In Woocommerce you can add global product attributes and terms. So for instance:
Size (attribute) small (term) medium (term) large (term)
This is product independent. You can then select from the pre defined attributes on a product.
I need to get all of the terms in an attribute with php. So select the attribute required, eg size, and then return an array including [small,medium,large]
.
Seems simple enough but I can't find any help on doing this.
You can use: global $product; echo wc_display_product_attributes( $product ); To customise the output, copy plugins/woocommerce/templates/single-product/product-attributes. php to themes/theme-child/woocommerce/single-product/product-attributes.
Go to: Products > Add Product (or edit an existing one). Select the Attributes tab in the Product Data. There you can choose any of the attributes that you've created in the dropdown menu. Select Add.
Slightly confusing, especially when looking through the WooCommerce Docs since there is absolutely no mention of getting a list of the terms/attributes.
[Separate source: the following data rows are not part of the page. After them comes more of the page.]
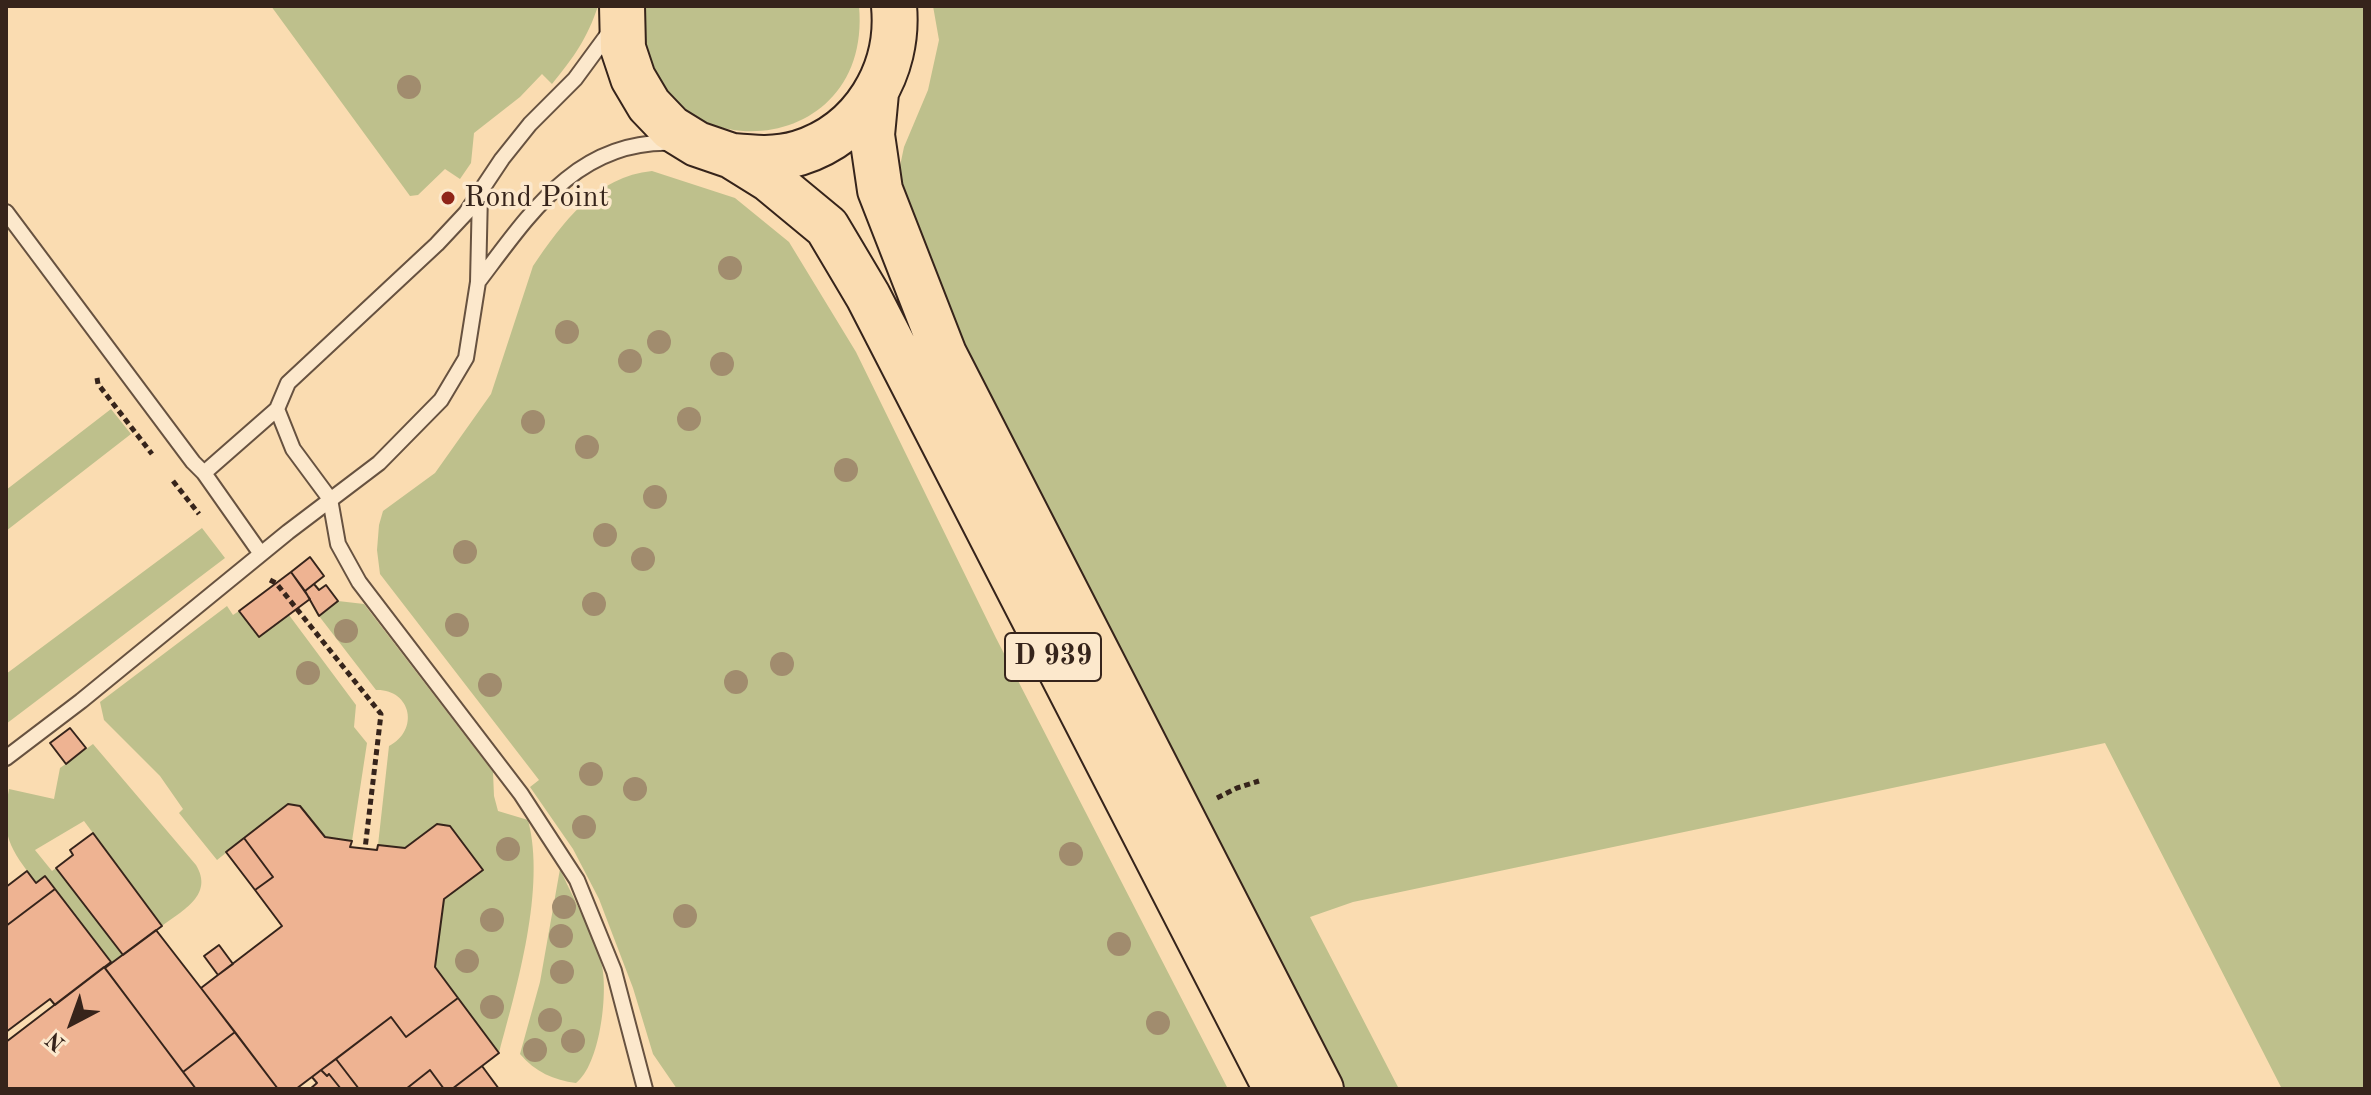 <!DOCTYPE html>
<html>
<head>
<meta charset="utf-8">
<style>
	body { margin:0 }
	#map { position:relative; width:2371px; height:1095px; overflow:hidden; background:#fadcb1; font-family:"Old Standard TT",serif }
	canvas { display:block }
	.frame { position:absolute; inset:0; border:8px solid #36241b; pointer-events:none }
	.north { position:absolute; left:32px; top:983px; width:80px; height:80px; -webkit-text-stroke:6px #fce8cc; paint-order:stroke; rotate:221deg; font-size:22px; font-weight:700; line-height:32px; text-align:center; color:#36241b }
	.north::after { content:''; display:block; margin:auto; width:28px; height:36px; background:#36241b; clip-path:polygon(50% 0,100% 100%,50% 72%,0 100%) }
</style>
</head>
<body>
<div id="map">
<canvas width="2371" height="1095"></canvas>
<div class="frame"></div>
<div class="north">N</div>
</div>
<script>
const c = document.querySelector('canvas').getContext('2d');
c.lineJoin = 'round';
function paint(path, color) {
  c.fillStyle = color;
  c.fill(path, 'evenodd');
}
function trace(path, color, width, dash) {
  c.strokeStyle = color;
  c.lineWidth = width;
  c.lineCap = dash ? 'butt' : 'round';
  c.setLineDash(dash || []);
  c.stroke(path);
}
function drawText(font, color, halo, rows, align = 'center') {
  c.font = font + ' "Old Standard TT",serif';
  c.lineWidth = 7;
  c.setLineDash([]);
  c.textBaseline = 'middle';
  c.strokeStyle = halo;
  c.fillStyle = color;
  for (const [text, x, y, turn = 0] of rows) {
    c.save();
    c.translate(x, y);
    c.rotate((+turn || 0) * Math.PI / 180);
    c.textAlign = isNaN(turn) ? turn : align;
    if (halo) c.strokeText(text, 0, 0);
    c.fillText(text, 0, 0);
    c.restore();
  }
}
const green = new Path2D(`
	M271 6H598C587 39 574 57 552 84L542 74 520 97 474 133 471 163 460 179 445 169 418 195 410 196Z
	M644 6H859C874 172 630 174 644 6Z
	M933 6H2365V1089H2282L2105 743 1353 902 1310 917 1399 1089H1341L935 300 896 185 904 147 928 90 939 40Z
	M652 171 735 198 789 242 856 352 996 638 1228 1089H677L653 1054 633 988 599 899 573 849 530 787 539 780 380 574 377 550 379 525 383 511 435 473 491 394 533 266C562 223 597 176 652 171Z
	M111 409 131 434 6 531V490Z
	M202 528 225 558 6 724V674Z
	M338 601 364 604 493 772 494 796 498 811 528 820C546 888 517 986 499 1053L435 967 444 899 483 870 450 826 437 824 405 848 378 845 389 746C420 730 411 689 376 690L319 616Z
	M227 606 233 615 239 611 259 637 289 615 356 705 354 727 367 743 352 841 325 837 300 806 288 804 217 860 179 813 183 809 160 776 104 720 100 702Z
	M93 744 196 865C214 895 183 910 162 926L84 821 35 850 52 871 56 868 123 955 105 968 111 962 46 877 36 883C10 848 0 836 9 789L54 799 60 768Z
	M560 869C572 896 596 939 602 966 608 994 600 1065 576 1083 554 1080 535 1072 520 1054L540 982Z`);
const building = new Path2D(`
	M310 557 324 576 305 591 291 572Z
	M291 572 310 599 259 637 239 611Z
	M314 584 319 590 326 585 338 601 319 616 305 591Z
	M70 728 86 748 66 764 50 743Z
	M288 804 300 806 325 837 352 841 350 847 377 850 378 845 405 848 437 824 450 826 483 870 444 899 435 967 458 998 406 1037 391 1017 296 1089H278L201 988 282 926 255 890 273 877 244 838Z
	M93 833 162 926 123 955 56 868 73 855 70 850Z
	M244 838 273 877 255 890 226 852Z
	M27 871 36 883 45 876 55 889 6 926V887Z
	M55 889 111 962 55 1005 50 999 6 1032V926Z
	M156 930 235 1032 183 1072 105 968Z
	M219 945 233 964 218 975 204 956Z
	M104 967 196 1089H6V1042Z
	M458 998 499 1053 452 1089H444L430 1070 406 1089H359L336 1059 391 1017 406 1037Z
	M235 1032 278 1089H196L183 1072Z
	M336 1059 359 1089H341L329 1074 327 1076 321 1070Z
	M482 1066 499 1089H452Z
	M321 1070 327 1076 329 1074 341 1089H310L317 1083 312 1077Z
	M430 1070 444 1089H406Z`);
const path = new Path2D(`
	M97 378 98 384 152 454
	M173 481 199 514
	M270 580 276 583 381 714 365 849
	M1217 798 1237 788 1259 781`);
const lane = new Path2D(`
	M611 30 575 79 530 124 502 159 466 213 437 244 288 383 277 409 293 449 330 499 338 544 359 582 521 794 577 880 614 971 645 1089
	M6 212 193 462 204 473 261 554
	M478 282C529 215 577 139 673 143
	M204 473 277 409
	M6 758 81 701 288 532 379 463 441 400 466 358 478 282 480 193`);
const primary = new Path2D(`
	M622 6 623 48 633 78 649 105 671 128 697 144 732 156 769 179 827 227 868 296 1276 1089
	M876 93 872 135 880 190 944 354 1321 1089
	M732 156C754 158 776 160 799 153 863 133 900 71 894 6`);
const trees = [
	[409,87],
	[730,268],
	[567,332],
	[659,342],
	[630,361],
	[722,364],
	[689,419],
	[533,422],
	[587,447],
	[846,470],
	[655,497],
	[605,535],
	[465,552],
	[643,559],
	[594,604],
	[457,625],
	[346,631],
	[782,664],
	[308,673],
	[736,682],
	[490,685],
	[591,774],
	[635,789],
	[584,827],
	[508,849],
	[1071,854],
	[564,907],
	[685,916],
	[492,920],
	[561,936],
	[1119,944],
	[467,961],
	[562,972],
	[492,1007],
	[550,1020],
	[1158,1023],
	[573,1041],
	[535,1050]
];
const markers = [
	[448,198,8,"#8f2418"]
];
const shields = [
	[1053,657,96]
];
const shieldNames = [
	["D 939",1053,657]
];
const poiNames = [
	["Rond Point",464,198]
];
paint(green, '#bec08c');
paint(building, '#eeb392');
trace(building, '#36241b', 2);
trace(lane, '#675240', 18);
trace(primary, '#36241b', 48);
trace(path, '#36241b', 5, [6, 4]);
trace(lane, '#fce8cc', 14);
trace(primary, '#fadcb1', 44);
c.fillStyle = '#a18c6e';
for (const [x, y] of trees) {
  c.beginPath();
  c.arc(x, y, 12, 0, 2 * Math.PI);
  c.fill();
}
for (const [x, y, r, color] of markers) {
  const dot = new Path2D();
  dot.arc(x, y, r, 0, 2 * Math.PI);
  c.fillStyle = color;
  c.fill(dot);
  trace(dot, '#fce8cc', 3);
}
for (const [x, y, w] of shields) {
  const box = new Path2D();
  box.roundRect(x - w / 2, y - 24, w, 48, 6);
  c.fillStyle = '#fce8cc';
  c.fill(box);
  trace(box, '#36241b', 2);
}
drawText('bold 28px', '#36241b', null, shieldNames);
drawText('30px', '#36241b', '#fce8cc', poiNames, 'left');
</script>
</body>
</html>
The Attributes are saved as a custom taxonomy, and the terms are taxonomy terms. That means you can use native Wordpress functions: Wordpress get_terms() Function Reference
By clicking on an attribute in WooCommerce, you can look in the URL and you can see they are all prepended with 'pa_'
This is likely what you need:
$terms = get_terms("pa_size"); foreach ( $terms as $term ) { echo "<option>" . $term->name . "</option>"; }
I wanted to be able to get all the different attributes from the backend that were set, and get them in an array for me to work with, I took some code from the class-wc-admin-attributes.php file and modified it for my needs:
<?php $attribute_taxonomies = wc_get_attribute_taxonomies(); $taxonomy_terms = array(); if ($attribute_taxonomies) : foreach ($attribute_taxonomies as $tax) : if (taxonomy_exists(wc_attribute_taxonomy_name($tax->attribute_name))) : $taxonomy_terms[$tax->attribute_name] = get_terms(wc_attribute_taxonomy_name($tax->attribute_name), 'orderby=name&hide_empty=0'); endif; endforeach; endif; var_dump($taxonomy_terms); exit;
This will loop through all the attribute taxonomies, retrieve the terms for each, leaving you with an array of term objects to work with for each taxonomy.